Key Issues: The research studies reviewed here can reveal the potential efficacy of strategies crafted to better dual eligible care more cost effectively. Substantial data trends are presented below:

  • Improvements in quality. A fair number of models predict a lessening of possible avoidable hospitalizations; however other quality indicators such as lessening nursing home use and mortality are not present.
  • There is variable evidence of net savings from care coordination. In some cases, costs of care coordination can often outweigh savings from changes in service use and expenditures.
  • Acute-care savings, vs. Long-term services and supports (LTSS) savings. Currently, care coordination can improve quality and lower costs, with evidence of savings mostly on the acute-care side as opposed to the long term services and supports.
  • Shared Savings Approach Uncertainties. The evidence of potential for acute-care savings from care coordination and integration means shared-savings approaches that remain uncertain between the two programs.
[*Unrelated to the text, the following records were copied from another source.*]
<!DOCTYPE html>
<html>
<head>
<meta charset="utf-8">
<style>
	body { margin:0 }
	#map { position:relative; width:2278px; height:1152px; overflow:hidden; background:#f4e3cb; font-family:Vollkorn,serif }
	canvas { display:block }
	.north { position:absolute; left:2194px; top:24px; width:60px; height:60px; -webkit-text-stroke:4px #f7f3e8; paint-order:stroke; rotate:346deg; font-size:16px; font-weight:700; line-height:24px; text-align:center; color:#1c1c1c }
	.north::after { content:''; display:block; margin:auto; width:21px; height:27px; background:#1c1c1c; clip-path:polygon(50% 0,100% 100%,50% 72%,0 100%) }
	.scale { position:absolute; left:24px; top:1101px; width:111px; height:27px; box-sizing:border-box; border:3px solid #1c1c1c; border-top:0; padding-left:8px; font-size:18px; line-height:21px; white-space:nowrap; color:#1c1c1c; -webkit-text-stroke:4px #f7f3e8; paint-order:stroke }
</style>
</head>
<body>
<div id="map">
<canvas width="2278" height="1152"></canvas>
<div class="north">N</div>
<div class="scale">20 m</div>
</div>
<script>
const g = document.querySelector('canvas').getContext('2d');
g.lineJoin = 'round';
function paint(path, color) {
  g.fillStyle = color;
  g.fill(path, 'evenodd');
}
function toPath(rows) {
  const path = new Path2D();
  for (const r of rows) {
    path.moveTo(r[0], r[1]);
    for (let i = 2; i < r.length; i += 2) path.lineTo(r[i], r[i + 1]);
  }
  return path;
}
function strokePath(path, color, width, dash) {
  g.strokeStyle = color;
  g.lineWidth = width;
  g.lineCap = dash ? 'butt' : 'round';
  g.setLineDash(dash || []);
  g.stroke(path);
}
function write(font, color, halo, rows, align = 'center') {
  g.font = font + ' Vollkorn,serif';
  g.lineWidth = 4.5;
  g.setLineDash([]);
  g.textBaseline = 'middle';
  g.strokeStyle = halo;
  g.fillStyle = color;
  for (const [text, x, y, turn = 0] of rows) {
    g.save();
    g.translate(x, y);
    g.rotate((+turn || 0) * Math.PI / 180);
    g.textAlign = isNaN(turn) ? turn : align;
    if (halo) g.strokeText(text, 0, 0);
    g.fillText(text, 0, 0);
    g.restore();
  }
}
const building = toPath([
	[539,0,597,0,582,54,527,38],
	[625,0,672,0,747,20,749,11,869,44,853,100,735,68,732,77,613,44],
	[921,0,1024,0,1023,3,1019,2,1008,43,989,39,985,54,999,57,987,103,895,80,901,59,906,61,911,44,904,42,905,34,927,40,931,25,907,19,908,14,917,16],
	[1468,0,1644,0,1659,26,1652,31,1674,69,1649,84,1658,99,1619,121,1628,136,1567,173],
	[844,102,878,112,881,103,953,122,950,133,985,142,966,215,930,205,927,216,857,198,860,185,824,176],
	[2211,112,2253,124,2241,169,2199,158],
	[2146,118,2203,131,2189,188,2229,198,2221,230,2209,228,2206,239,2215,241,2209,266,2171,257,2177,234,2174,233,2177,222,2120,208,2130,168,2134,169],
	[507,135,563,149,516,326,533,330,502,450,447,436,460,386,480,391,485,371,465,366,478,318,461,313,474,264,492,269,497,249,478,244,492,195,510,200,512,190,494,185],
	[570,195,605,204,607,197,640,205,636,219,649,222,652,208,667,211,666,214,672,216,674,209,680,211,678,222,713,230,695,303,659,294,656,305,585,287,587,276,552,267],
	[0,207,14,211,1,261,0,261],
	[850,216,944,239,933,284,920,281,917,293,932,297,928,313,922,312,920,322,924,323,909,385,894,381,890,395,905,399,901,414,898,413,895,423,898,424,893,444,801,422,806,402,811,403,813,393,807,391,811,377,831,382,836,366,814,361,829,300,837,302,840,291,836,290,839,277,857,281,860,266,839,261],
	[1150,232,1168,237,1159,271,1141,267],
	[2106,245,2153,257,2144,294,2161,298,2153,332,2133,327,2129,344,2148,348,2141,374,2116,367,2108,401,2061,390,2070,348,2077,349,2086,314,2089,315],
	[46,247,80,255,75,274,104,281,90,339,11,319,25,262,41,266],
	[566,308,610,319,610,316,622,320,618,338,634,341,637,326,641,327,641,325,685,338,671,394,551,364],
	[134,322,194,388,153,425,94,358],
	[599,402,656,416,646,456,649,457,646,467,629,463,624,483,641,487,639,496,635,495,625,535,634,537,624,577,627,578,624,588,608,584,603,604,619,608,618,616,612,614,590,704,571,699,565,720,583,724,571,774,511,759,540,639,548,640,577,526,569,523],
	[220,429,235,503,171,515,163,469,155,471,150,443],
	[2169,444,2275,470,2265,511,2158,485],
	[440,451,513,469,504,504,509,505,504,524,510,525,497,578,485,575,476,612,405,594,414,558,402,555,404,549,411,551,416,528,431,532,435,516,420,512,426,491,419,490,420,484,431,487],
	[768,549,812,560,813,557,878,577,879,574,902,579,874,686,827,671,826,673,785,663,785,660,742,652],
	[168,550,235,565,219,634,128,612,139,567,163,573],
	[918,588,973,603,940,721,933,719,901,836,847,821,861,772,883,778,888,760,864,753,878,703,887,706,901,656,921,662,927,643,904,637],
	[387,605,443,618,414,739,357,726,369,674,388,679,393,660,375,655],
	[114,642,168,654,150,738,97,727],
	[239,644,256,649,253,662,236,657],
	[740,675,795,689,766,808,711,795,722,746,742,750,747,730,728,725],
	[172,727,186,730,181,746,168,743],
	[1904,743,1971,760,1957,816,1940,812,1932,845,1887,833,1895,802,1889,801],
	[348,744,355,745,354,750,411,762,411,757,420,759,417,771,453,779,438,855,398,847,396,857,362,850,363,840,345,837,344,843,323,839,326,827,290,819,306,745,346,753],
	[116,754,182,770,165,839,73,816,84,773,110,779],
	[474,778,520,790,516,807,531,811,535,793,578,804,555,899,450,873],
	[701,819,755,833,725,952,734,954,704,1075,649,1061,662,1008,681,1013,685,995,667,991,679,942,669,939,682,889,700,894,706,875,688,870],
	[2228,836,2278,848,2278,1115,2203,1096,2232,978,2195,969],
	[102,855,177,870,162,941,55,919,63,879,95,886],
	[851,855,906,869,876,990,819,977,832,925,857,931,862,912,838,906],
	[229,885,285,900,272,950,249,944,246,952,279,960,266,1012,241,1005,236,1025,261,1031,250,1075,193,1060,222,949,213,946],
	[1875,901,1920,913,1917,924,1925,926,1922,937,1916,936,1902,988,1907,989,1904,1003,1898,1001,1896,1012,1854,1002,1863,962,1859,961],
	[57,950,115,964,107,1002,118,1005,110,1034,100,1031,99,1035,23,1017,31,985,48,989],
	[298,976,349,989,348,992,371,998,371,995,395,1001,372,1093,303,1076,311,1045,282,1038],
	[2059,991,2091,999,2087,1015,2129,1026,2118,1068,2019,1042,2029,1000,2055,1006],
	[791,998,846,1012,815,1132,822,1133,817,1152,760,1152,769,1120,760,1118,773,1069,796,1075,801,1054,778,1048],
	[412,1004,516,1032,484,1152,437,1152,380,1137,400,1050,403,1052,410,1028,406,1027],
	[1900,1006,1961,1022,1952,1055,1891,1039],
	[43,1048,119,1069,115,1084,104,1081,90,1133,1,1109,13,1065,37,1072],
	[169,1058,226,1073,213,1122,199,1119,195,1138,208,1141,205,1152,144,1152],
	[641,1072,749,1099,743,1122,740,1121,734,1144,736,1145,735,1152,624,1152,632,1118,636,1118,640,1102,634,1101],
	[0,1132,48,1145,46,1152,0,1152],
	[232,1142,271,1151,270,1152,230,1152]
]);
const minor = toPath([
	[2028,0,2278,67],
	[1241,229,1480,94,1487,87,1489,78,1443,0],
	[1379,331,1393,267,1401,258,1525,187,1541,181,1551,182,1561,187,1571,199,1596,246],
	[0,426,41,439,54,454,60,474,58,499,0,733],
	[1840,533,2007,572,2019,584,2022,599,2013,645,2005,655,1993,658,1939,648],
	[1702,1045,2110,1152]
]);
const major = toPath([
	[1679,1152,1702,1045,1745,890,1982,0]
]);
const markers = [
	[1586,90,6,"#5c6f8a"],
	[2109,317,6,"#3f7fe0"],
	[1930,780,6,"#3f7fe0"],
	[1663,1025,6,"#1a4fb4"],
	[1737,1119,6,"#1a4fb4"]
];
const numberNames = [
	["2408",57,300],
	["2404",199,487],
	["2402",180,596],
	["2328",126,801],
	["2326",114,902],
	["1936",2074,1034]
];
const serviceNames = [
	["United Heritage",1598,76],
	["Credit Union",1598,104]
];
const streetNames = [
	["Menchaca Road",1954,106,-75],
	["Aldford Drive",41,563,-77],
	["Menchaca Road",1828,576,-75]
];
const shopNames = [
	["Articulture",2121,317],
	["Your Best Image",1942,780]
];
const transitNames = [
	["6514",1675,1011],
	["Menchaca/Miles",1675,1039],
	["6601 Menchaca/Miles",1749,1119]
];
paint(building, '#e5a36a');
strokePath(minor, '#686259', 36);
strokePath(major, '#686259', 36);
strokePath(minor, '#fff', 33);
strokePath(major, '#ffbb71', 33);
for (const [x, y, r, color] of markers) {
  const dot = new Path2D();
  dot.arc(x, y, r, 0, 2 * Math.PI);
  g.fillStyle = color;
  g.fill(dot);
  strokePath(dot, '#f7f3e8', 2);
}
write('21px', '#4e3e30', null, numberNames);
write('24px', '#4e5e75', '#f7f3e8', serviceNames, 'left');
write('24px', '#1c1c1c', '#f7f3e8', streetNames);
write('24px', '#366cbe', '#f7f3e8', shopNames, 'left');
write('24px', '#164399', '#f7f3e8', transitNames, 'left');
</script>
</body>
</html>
  • Targeting. Research confirms the importance of establishing well-targeted interventions for specific subsets of the widely varying (Need for LTSS use vs. single serving individuals) dually eligible population.
  • Performance monitoring. Efforts to assess existing programs are hindered by the absence of standardized data which would allow standardized comparisons across many facets. Performance monitoring for all programs requires us to focus on closing gaps in measurement, such as measures of access to care, quality of care, experience and satisfaction with care, and health outcomes for populations under 65 with disabilities.

Next Steps: Commissioners should provide comment on this issue and recognize priorities for future work.